The announcements Thursday came as roughly three quarters of Myanmar’s civil service was on strike, according to the United Nations.
Late Wednesday, security forces marched through a Mandalay neighborhood where state railway workers are housed. Witnesses say the forces fired on the striking workers with rubber bullets, slingshots and rocks.
The railway workers are among the scores of private and public sector employees and civil servants who joined the mass demonstrations against the coup by walking off their jobs, despite a military order to return to work and threats of action against them.
The junta issued arrest warrants Wednesday against a handful of celebrities, including actors and film directors, who are accused of violating a law prohibiting anyone from purposely trying to keep civilian employees or members of the military from their jobs.
The celebrities are accused of encouraging civil servants to take part in the protests.
They followed similar mass protests held earlier Wednesday in Yangon in response to the ouster of de facto leader Aung San Suu Kyi and other members of the civilian government on February 1.” Reports say the Yangon protests were the largest in that city since the coup.
There were no reports of significant violence, but protesters continued the practice of blocking major thoroughfares with vehicles parked in the streets with their hoods raised while using engine trouble as an excuse.
The government briefly shut down internet services Wednesday for a fourth consecutive night.
The military has cited widespread fraud in last November’s general elections, won by Suu Kyi’s National League for Democracy in a landslide, as justification for the takeover. Those claims were rejected by Myanmar’s electoral commission. The junta has declared a one-year state of emergency and promised to hold a new round of elections.

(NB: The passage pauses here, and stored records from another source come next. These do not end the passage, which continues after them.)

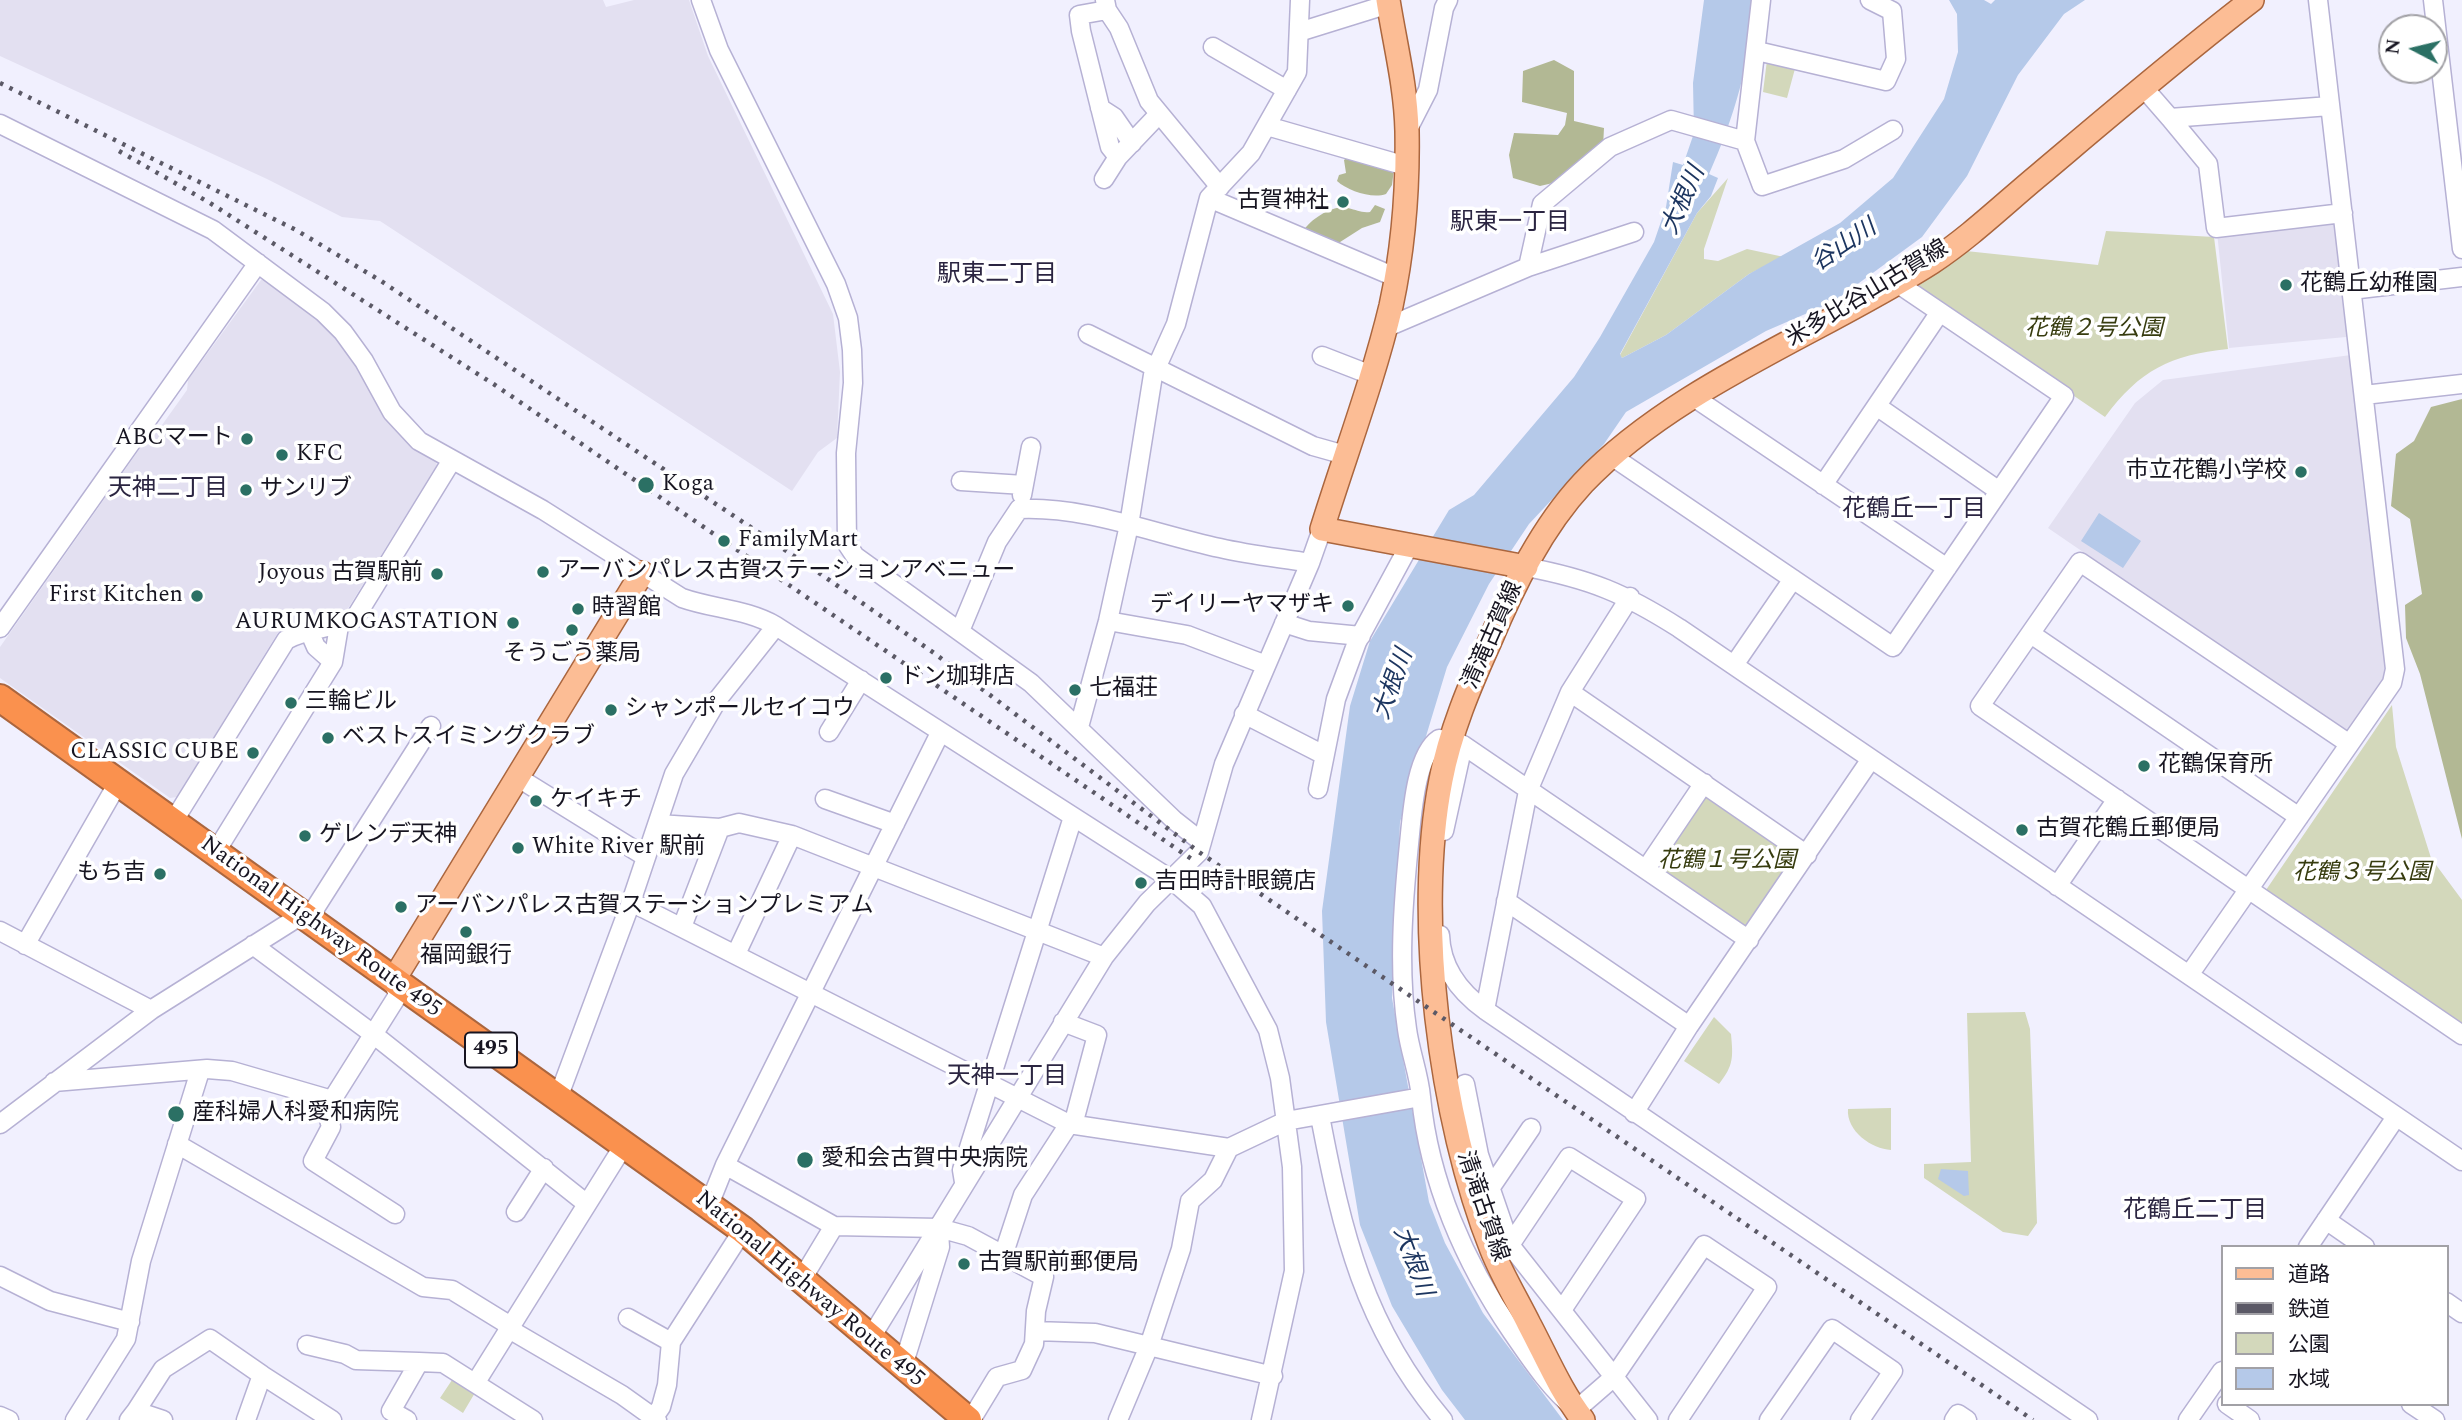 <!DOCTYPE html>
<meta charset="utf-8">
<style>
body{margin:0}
#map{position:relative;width:2462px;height:1420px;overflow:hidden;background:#f1f0fe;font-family:Spectral,"Noto Sans JP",serif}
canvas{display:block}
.legend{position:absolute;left:2221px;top:1245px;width:228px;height:161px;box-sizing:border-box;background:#fff;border:2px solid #a2a1a6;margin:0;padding:9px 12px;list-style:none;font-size:21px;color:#171521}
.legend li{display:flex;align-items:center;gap:14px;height:35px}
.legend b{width:35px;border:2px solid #a2a1a6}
.north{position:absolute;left:2378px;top:14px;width:70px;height:70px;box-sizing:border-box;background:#fff;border:2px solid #a2a1a6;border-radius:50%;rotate:277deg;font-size:19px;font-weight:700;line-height:28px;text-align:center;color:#171521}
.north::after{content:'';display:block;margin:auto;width:24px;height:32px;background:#2b7064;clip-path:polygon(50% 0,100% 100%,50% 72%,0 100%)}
</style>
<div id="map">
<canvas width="2462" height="1420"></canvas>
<ul class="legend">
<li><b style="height:9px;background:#fcbd95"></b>道路</li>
<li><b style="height:9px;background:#5b5966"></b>鉄道</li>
<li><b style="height:19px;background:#d3d8bb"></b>公園</li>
<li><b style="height:19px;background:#b5c9e9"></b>水域</li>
</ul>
<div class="north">N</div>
</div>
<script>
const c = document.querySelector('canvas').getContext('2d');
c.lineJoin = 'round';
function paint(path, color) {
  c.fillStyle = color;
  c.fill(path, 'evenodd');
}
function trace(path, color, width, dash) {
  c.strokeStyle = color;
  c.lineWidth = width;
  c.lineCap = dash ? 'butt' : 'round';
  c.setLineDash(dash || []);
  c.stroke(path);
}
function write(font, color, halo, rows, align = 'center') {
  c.font = font + ' Spectral,"Noto Sans JP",serif';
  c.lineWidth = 7;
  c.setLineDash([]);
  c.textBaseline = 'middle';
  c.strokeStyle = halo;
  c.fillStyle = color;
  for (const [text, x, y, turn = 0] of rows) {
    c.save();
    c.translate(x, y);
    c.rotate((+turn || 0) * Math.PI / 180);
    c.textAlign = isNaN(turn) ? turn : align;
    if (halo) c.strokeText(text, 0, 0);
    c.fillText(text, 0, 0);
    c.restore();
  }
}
paint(new Path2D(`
 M 0,0 L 603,0 L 606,7 L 634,0 L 689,0 L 708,56 L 833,314 L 840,372 L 837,438 L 818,452 L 792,491 L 380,221 L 342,217 L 267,179 L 0,56 Z
 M 2332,221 L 2337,223 L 2350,332 L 2346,337 L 2229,348 L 2217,232 Z
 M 270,278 L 321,318 L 434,457 L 437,465 L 347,610 L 282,626 L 177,797 L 170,798 L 0,678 L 0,647 L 155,427 L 162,425 L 187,390 L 188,380 L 261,280 Z
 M 2351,355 L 2390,673 L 2346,732 L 2048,528 L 2135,403 L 2163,380 Z`), '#e3e0f1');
paint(new Path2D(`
 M 1767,60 L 1796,65 L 1787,98 L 1763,92 Z
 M 1728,178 L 1704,249 L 1704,259 L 1718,261 L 1747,249 L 1784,257 L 1749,274 L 1666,335 L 1622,358 L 1620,355 L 1697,213 Z
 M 2106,231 L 2214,237 L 2228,349 C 2170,355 2140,370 2105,417 L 1914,287 L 1966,251 L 2098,265 Z
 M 2392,705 L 2396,747 L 2431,858 L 2462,900 L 2462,1028 L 2270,897 L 2266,890 Z
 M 1709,794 L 1795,853 L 1795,861 L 1750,927 L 1742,928 L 1656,870 L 1656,864 L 1703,795 Z
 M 2025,1012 L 2030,1029 L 2037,1223 L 2028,1236 L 2003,1232 L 1924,1178 L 1924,1164 L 1971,1162 L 1967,1013 Z
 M 1714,1017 L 1731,1034 C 1733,1057 1734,1065 1719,1084 L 1684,1061 Z
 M 1891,1108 L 1891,1150 C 1872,1149 1846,1131 1848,1109 Z
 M 454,1377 L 476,1391 L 463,1413 L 440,1398 Z`), '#d3d8bb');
paint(new Path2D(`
 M 1554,60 L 1574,71 L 1574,121 L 1604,128 L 1603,147 L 1553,183 L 1540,186 L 1513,178 L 1509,155 L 1514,133 L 1558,135 L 1565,125 L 1567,113 L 1522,102 L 1523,71 Z
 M 1350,155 L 1394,169 L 1392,185 L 1386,194 C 1372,199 1348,191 1337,181 L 1339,175 L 1346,173 L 1344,160 Z
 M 1375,205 L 1385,209 L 1380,222 L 1362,228 L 1337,244 L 1304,230 C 1311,219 1334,204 1348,208 C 1357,210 1361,213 1370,212 Z
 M 2462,399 L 2462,839 L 2420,674 L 2406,638 L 2405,605 L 2422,594 L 2410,519 L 2391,506 L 2396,454 L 2414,441 L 2431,407 Z`), '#b2b894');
paint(new Path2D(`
 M 1704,0 L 1751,0 C 1753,59 1733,120 1709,174 L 1718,178 L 1711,196 L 1697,213 L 1620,354 L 1622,358 L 1666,335 L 1749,274 L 1840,223 L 1893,178 L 1944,99 L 1958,52 L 1957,14 L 1949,0 L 1984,0 L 1991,4 L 1995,0 L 2085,0 L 2064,14 L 2018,75 L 1967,176 L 1922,237 L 1833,302 L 1766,331 L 1626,412 L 1604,444 L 1529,524 L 1489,584 L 1447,667 L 1400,822 L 1392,998 L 1429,1202 L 1445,1243 L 1483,1313 L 1563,1420 L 1465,1420 L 1442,1390 L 1392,1306 L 1360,1225 L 1326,1022 L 1322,911 L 1350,706 L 1370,641 L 1449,510 L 1474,495 L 1574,377 L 1600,337 L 1654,242 L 1666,207 L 1673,162 L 1683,165 L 1694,133 L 1693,83 Z
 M 2099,513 L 2141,541 L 2123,568 L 2081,541 Z
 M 1941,1169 L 1968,1171 L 1969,1195 L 1964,1196 L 1938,1179 Z`), '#b5c9e9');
const minor = new Path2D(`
 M 701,0 L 719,50 L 836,284 L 848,318 L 852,350 L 853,383 L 846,453 L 847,544 L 855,556 L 1031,683 L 1174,820 L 1202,842
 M 1105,0 L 1107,10 L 1119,28 L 1149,101 L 1220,187
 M 1761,0 L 1745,141 L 1762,186 L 1844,159 L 1893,130
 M 2433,0 L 2462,249
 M 1107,10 L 1079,15 L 1081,31 L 1110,147 L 1118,157 L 1159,114
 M 1299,32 L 1389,4
 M 1213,47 L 1287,90
 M 1757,51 L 1886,81 L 1896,59 L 1892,11 L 1870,0
 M 2143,87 L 2170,118 L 2330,106
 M 1100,108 L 1114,117 L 1132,143
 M 2170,118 L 2208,164 L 2216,228 L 2343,213
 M 0,124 L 213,230 L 323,312 L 343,332 L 364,361 L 392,412 L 419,441 L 543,510 L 682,598 C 713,609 747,609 776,626 L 1172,880 L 1202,906 L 1268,1030 L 1280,1078 L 1292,1167 L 1294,1271 L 1261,1420
 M 1267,126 L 1406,166
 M 1407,131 L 1428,90 L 1444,8 L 1448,0
 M 1104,179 L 1118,157
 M 1209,198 L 1395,277
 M 1528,267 L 1542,204 L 1610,147 L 1671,120 L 1745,141
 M 2351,290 L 2462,277
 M 1385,328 L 1528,267 L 1634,232
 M 1088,334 L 1313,446 L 1345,455
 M 1322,356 L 1371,375
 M 2364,395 L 2462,384
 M 1695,398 L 1947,568
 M 1878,407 L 1999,491
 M 1613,457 L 1893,647 L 2064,396 L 1897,283
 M 961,481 L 1024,485
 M 1823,485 L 1940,312
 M 1022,495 L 1031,447
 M 1526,567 C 1590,579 1624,593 1679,628 L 2462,1161
 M 1108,621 L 1187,635 L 1266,665
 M 1284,623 L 1309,631 L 1361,636
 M 0,628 L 258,263
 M 309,631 L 316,647 L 333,662
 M 960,631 L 997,542 L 1019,509 C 1087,506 1154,534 1220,548 C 1250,555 1280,558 1310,563
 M 2031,634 L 2299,817
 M 1734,665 L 1793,579
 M 1570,692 L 1807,855
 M 1244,714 L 1324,755
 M 1079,727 L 1108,621 L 1129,525 L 1153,375 L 1176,324 L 1209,198 L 1251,153 L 1297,72 L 1300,0
 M 829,732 L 861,680
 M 2348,743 L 2080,562 L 1980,706 L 2462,1035
 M 517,777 L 646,857
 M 1318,789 L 1336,699 L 1357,642 L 1410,544
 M 825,799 L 895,824
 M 173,822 L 286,640 C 308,628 333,629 355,618 L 452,460
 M 658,824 L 720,828 L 739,823 L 792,835 L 1104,957
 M 1444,831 L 1463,745
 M 215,853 L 333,662 L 339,626
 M 1646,869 L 1704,783
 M 2057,886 L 2117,799
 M 1506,901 L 1689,1026
 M 631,902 L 1069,1124 L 1229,1148 L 1286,1121 L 1421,1097
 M 307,921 L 431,726
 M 682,927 L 720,828
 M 0,931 L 151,1010
 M 1440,935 C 1441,967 1460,992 1485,1010 L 2088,1420
 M 25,945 L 119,781
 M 253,945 L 373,1034 L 587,1204
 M 736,954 L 792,835
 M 2189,975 L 2392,683 L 2395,669 L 2318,0
 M 1485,1010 L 1528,791 L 1570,692 L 1630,597
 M 1063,1022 L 1097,1035 L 1073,1125
 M 54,1082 L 207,1069 L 232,1071 L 332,1100 L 398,995 L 393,981
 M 1465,1084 L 1479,1155 L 1510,1245 L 1648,1420
 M 558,1098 L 631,902 L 674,774 L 718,699 L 776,626
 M 332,1100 L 326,1108 L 331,1127 L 313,1161 L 395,1214
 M 1634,1113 L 1689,1026 L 1871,759
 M 1320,1116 C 1342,1232 1364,1327 1443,1420
 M 0,1124 L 151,1010 L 300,916
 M 177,1144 L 423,1287 L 452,1290 L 504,1322 L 509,1329 L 622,1395 L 657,1420
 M 725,1165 L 834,1226 L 939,1228 L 968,1236 L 1044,1277 L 1036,1311 L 1034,1344 L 1022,1370 L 997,1377 L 971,1420
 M 964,1182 L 962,1170 L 1073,817
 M 1489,1190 L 1531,1128
 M 709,1205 L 725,1165 L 940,733
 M 516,1212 L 544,1168
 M 2326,1220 L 2365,1247
 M 1510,1245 L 1569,1157 L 1636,1199 L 1562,1310
 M 2308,1247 L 2396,1117
 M 1004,1253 L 1023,1195 L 1069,1124
 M 0,1276 L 50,1301 L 130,1322
 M 802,1279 L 834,1226
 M 2446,1302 L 2462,1313
 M 628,1318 L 671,1342
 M 1035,1331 L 1095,1333 L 1273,1376
 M 870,1339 L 1104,957 L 1147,903 L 1199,852 L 1224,764 L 1310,563 L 1322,529
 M 307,1345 L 345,1354 L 356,1360 L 419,1362
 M 903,1366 L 940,1247 L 939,1232
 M 476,1382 L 624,1145
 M 2227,1404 L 2250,1420
 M 2411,1404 L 2435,1420
 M 136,1411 L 163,1369 L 210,1339 L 262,1375
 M 0,1416 L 9,1420
 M 75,1420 L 126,1339 L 141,1261 L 200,1071
 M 129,1420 L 136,1411 L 163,1420
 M 246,1420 L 262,1375 L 332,1420
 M 407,1420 L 391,1411 L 419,1362 L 443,1363 L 533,1420
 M 652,1420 L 661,1407 L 667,1385 L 671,1342 L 743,1230
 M 1118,1420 L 1149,1346 L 1181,1249 L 1190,1201 L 1213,1180 L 1229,1148
 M 1678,1420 L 1767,1287 L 1704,1245 L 1614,1377 L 1576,1410 C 1549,1387 1532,1361 1512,1332 C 1465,1263 1429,1181 1421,1097 C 1419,1074 1410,1052 1407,1029 C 1398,969 1403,904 1409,844 C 1412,816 1415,755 1439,739 L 1452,740 L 1463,745 L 1749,940
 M 1769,1420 L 1832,1329 L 1893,1371 L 1860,1420
 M 1954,1420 L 1958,1414 L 1967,1420
 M 2188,1420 L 2222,1371`);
const major = new Path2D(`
 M 1388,0 C 1395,44 1406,87 1407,131 C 1408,188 1403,250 1391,306 C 1373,381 1345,455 1322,529 L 1526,567
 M 393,981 L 642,573
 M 1583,1420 C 1561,1392 1546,1356 1529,1324 C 1517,1300 1502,1275 1492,1250 C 1440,1120 1414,917 1441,780 C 1450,732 1470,685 1490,641 C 1513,586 1542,527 1583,483 C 1674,387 1821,333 1932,262 C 1970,237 2004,204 2039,175 C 2109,116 2179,56 2252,0`);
const highway = new Path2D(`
 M 0,698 L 743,1230 L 968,1420`);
trace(minor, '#b6b1d4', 21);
trace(major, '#ab663e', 26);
trace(highway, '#ab663e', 30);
trace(minor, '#fff', 18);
trace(major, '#fcbd95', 23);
trace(highway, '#fa914e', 26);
trace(new Path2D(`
 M 0,83 L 296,230 L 381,281 L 809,566 L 934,653 L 1199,852 L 2033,1420
 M 119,151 L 210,203 L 495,385 L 1193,860`), '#5b5966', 4.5, [3.5, 7]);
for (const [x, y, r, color] of [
 [1343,202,7,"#2b7064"],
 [2286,285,7,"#2b7064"],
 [247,439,7,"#2b7064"],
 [282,455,7,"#2b7064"],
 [2301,472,7,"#2b7064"],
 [646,485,9,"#2b7064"],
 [246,490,7,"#2b7064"],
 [724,541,7,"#2b7064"],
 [543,572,7,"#2b7064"],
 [437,574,7,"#2b7064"],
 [197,596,7,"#2b7064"],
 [1348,606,7,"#2b7064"],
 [578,609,7,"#2b7064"],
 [513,623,7,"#2b7064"],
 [572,630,7,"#2b7064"],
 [886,678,7,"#2b7064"],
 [1075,690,7,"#2b7064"],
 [291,703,7,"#2b7064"],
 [611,710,7,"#2b7064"],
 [328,738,7,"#2b7064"],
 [253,753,7,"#2b7064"],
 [2144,766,7,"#2b7064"],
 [536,801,7,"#2b7064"],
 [2022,830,7,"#2b7064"],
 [305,836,7,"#2b7064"],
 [518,848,7,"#2b7064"],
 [160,874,7,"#2b7064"],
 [1141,883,7,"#2b7064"],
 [401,907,7,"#2b7064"],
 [466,932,7,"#2b7064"],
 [176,1114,9,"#2b7064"],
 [805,1160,9,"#2b7064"],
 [964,1264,7,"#2b7064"]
]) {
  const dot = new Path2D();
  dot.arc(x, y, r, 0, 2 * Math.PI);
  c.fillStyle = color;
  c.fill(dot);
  trace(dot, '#fff', 2.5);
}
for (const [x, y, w] of [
 [491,1050,52]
]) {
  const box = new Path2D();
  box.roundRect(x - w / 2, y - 17.5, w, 35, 5);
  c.fillStyle = '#fff';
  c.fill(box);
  trace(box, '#171521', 2);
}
write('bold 21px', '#171521', null, [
 ["495",491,1050]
]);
write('23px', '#171521', '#fff', [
 ["古賀神社",1329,202,"right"],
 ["花鶴丘幼稚園",2300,285],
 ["ABCマート",233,439,"right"],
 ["KFC",296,455],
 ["市立花鶴小学校",2287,472,"right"],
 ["Koga",662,485],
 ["サンリブ",260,490],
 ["FamilyMart",738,541],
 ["アーバンパレス古賀ステーションアベニュー",557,572],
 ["Joyous 古賀駅前",423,574,"right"],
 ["First Kitchen",183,596,"right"],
 ["デイリーヤマザキ",1334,606,"right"],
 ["時習館",592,609],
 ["AURUMKOGASTATION",499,623,"right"],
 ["そうごう薬局",572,655,"center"],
 ["ドン珈琲店",900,678],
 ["七福荘",1089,690],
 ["三輪ビル",305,703],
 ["シャンポールセイコウ",625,710],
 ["ベストスイミングクラブ",342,738],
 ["CLASSIC CUBE",239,753,"right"],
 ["花鶴保育所",2158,766],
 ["ケイキチ",550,801],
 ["古賀花鶴丘郵便局",2036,830],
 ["ゲレンデ天神",319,836],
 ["White River 駅前",532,848],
 ["もち吉",146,874,"right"],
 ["吉田時計眼鏡店",1155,883],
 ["アーバンパレス古賀ステーションプレミアム",415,907],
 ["福岡銀行",466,957,"center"],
 ["産科婦人科愛和病院",192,1114],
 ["愛和会古賀中央病院",821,1160],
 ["古賀駅前郵便局",978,1264]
], 'left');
write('23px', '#171521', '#fff', [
 ["米多比谷山古賀線",1868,295,-31],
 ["清滝古賀線",1494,636,-66],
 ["National Highway Route 495",320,928,36],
 ["清滝古賀線",1481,1207,71],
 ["National Highway Route 495",809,1290,40]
]);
write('italic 23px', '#373c0f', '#fff', [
 ["花鶴２号公園",2094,330],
 ["花鶴１号公園",1727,862],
 ["花鶴３号公園",2362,874]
]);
write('italic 24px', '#1d3660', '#fff', [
 ["大根川",1685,201,-66],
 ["谷山川",1845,247,-34],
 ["大根川",1395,685,-70],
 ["大根川",1411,1262,70]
]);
write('24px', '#2b2541', '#fff', [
 ["駅東一丁目",1510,224],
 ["駅東二丁目",997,276],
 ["天神二丁目",168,490],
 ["花鶴丘一丁目",1914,511],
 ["天神一丁目",1007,1078],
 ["花鶴丘二丁目",2195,1212]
]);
</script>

Suu Kyi has been under house arrest at her official residence in Naypyitaw since the coup. Authorities initially charged her with illegally possessing imported walkie-talkie radios without a license, a crime punishable by a maximum of three years in prison. A second charge was filed against her Tuesday for violating the country’s COVID-19 containment restrictions, an apparent legal maneuver that could keep her detained indefinitely.
President U Win Myint has also been under house arrest since the coup.